The Comet Was Right

For ancient astronomers, comets represented a genuine enigma: they appeared and disappeared suddenly, they did not move, unlike the other wandering stars, along the zodiacal band, and they were followed by a luminous tail of varying size. Moreover, it was not even known if they were astronomical objects or simply atmospheric phenomena. However, there was a long tradition that saw a connection between the appearance of comets and human affairs; a tradition that dates back, as is known, to the Romans, and indeed to the Egyptians. Old stories and chronicles of the times are full of anecdotes on the matter.

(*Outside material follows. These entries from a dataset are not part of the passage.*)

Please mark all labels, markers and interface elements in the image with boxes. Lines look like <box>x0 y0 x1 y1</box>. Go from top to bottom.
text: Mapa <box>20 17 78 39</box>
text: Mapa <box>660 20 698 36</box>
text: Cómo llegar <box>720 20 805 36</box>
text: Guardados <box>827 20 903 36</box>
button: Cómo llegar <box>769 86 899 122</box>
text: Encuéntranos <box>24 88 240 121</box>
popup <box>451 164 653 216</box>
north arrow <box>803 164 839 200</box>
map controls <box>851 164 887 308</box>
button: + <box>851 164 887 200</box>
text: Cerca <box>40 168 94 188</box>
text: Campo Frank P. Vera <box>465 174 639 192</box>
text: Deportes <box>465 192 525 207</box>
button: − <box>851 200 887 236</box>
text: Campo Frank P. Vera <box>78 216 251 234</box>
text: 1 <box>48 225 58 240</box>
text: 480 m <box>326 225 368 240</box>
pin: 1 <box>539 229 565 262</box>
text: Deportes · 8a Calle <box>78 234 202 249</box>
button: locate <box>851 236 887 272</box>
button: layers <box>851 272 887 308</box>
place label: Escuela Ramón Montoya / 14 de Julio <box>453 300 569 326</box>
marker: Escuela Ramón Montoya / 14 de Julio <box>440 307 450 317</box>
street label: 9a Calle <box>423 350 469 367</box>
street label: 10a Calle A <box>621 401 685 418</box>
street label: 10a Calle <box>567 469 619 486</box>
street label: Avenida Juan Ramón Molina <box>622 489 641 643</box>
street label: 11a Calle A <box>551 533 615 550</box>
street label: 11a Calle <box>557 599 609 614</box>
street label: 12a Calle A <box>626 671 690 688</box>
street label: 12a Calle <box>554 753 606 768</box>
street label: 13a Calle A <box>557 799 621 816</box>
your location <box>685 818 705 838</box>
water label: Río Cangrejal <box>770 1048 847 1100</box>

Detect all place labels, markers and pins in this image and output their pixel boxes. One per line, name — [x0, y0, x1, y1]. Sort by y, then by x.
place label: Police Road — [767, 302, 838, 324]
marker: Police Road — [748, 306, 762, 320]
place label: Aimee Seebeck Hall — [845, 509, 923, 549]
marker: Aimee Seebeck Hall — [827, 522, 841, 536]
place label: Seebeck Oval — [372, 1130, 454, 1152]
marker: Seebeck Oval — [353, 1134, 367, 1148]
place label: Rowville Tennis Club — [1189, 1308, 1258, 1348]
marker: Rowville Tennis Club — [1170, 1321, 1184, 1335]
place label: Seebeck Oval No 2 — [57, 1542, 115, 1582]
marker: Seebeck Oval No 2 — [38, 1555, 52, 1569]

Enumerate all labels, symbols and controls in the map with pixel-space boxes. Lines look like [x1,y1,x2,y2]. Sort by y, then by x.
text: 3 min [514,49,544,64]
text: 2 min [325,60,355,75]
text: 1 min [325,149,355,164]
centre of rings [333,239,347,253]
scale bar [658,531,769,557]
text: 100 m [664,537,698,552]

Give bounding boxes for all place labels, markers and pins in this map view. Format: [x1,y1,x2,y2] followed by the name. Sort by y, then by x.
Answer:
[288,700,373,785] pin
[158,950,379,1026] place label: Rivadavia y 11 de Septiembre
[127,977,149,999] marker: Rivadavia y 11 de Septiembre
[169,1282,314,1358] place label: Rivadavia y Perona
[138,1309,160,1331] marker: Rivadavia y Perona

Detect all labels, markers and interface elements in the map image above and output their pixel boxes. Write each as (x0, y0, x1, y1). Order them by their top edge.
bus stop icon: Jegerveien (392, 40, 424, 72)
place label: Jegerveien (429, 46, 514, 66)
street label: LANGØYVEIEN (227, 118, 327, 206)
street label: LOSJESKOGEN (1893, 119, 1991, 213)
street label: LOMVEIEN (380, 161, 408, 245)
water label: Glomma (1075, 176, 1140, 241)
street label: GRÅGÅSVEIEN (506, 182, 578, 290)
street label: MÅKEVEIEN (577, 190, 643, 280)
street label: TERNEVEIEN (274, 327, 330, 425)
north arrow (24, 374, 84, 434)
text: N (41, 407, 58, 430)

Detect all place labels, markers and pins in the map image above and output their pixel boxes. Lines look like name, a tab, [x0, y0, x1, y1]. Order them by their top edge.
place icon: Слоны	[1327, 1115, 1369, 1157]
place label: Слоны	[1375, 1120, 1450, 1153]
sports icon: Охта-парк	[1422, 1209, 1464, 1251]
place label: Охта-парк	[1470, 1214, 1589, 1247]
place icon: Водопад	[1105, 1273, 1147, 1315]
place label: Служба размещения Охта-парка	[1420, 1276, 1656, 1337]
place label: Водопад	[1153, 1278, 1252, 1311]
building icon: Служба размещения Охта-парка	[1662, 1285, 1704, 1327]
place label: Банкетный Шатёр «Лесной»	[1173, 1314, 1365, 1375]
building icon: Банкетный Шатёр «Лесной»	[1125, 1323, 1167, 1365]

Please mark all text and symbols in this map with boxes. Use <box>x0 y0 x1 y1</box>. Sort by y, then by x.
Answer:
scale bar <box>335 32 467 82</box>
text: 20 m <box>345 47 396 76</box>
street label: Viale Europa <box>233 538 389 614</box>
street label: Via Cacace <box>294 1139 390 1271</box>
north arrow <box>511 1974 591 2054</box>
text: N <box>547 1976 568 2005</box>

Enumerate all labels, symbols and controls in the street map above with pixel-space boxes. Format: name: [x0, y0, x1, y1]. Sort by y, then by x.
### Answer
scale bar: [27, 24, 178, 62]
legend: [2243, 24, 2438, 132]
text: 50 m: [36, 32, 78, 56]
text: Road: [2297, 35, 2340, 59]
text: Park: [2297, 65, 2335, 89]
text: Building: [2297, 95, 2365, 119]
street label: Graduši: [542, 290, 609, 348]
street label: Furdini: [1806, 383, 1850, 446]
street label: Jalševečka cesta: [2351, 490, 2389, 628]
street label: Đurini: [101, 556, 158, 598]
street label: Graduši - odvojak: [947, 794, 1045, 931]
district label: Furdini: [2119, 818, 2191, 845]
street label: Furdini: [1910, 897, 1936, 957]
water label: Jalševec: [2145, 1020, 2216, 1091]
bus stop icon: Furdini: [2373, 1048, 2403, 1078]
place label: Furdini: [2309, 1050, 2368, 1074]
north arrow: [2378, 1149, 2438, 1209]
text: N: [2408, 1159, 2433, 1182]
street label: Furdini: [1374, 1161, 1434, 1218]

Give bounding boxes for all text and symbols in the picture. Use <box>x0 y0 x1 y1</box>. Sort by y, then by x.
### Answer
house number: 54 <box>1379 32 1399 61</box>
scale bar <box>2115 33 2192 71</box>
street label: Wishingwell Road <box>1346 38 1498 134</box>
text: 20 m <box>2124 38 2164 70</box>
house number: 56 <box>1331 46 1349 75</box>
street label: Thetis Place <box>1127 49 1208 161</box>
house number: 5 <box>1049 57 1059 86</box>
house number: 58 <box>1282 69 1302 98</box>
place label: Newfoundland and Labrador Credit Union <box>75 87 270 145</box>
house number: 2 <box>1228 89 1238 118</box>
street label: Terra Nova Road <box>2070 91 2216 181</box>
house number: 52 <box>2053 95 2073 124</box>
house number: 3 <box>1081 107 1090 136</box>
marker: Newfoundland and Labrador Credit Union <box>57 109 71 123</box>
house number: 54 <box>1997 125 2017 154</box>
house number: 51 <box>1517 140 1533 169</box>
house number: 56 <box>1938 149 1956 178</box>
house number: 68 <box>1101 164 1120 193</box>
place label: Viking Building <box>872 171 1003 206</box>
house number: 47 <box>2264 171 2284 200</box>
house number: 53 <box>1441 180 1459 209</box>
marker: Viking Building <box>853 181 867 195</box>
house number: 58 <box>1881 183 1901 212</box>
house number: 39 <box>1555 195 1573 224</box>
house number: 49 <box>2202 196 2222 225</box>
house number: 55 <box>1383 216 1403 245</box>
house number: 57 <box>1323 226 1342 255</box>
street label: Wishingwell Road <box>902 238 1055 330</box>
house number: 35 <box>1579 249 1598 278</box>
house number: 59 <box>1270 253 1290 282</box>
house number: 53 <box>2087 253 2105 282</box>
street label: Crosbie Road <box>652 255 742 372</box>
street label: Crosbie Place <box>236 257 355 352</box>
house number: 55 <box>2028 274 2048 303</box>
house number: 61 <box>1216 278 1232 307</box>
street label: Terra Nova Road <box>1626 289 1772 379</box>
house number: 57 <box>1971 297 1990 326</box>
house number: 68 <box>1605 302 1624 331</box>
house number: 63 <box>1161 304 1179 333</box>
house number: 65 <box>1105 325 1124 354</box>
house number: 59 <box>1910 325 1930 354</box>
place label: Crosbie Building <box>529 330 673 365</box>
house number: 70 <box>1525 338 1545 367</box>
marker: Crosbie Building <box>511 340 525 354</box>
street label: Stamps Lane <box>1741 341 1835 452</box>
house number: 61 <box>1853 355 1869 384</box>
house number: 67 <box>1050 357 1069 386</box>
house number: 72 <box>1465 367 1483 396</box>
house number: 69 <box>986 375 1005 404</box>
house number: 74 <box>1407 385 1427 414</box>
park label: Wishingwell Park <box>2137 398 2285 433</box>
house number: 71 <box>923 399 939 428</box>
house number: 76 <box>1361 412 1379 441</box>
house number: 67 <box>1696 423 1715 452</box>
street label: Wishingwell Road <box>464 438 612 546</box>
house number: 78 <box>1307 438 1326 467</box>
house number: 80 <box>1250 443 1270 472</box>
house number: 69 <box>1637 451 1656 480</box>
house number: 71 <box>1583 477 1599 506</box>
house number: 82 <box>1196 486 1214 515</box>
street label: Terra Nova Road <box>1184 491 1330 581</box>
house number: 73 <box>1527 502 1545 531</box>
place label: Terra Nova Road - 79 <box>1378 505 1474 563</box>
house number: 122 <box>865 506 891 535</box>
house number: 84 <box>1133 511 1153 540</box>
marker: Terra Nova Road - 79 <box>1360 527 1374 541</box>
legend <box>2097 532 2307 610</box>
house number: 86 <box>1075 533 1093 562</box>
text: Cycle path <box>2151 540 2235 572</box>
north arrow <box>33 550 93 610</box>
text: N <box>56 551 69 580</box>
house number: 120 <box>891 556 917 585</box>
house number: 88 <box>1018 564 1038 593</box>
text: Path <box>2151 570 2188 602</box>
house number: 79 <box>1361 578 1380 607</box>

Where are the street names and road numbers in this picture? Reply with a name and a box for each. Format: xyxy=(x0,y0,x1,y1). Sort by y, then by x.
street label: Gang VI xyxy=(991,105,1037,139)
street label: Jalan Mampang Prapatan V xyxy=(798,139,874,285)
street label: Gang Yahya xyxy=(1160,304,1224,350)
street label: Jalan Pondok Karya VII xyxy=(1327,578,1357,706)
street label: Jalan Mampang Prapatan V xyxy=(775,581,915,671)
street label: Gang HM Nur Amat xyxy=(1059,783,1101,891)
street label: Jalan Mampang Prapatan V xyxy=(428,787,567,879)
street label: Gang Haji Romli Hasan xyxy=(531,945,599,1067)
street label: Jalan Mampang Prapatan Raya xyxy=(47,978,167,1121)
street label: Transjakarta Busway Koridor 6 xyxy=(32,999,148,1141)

Celestial phenomena—like terrestrial ones, not infrequently—in those fantasies sickened by centuries of strange, melancholic autosuggestion, often took on erroneous and bizarre forms.
In the medieval era, the tendency to consider comets as ominous signs, bearers of disaster, intensified. Celestial phenomena were also feared by the superstitious Sforzas of the Duchy of Milan. With each passage of a comet, they hastened to gather news and seek reassurance from physicians and astrologers. However, the responses were often contradictory and never enough to reassure them. The judgments were mostly laden with threats: great mortality and ills for men, wars, plague, drought, diseases; in short, ruin of every sort. There were the most bizarre lucubrations, the most curious calculations in relation to the movements of the stars. It was a continuous trepidation among all prominent people over the occult dangers threatened by the stars. Every so often, some sensible person rose up to protest against these dubious theories that ultimately sowed only terror. 42 comet passages are known from the 15th century; in Italy, the one of February 21, 1472 is remembered, which, according to some astrologers, presaged plague. The court of the Duchy of Milan, wanting to know if such judgments were reliable, immediately consulted other renowned astrologers, Maestro Francesco da Busto and Maestro Raffaele da Vimercato, and they replied to reassure the duke that those predictions had no basis and that the comet instead foretold other ills: war towards the East, without harm to the duchy, and some bad effect towards the Pope and the Most King. For that time, the duke could sleep peacefully because he knew that when the plague also struck Lombardy (1424, 1451, 1468, 1477, and 1483) the court had to surround itself with more serious precautions and give up consulting the stars to protect the body from the terrible scourge. Thus, declarations would depart from Milan to quarantine affected cities. It happened that the poor health officials, not knowing what to do, issued order upon order, advised citizens to purge themselves, ordered quarantines for suspected persons, isolated the infected, burned clothes, expelled foreigners... and commended themselves to God. The disease sometimes wreaked havoc, and the health office compiled long lists of the names of the dead which they communicated to the duke.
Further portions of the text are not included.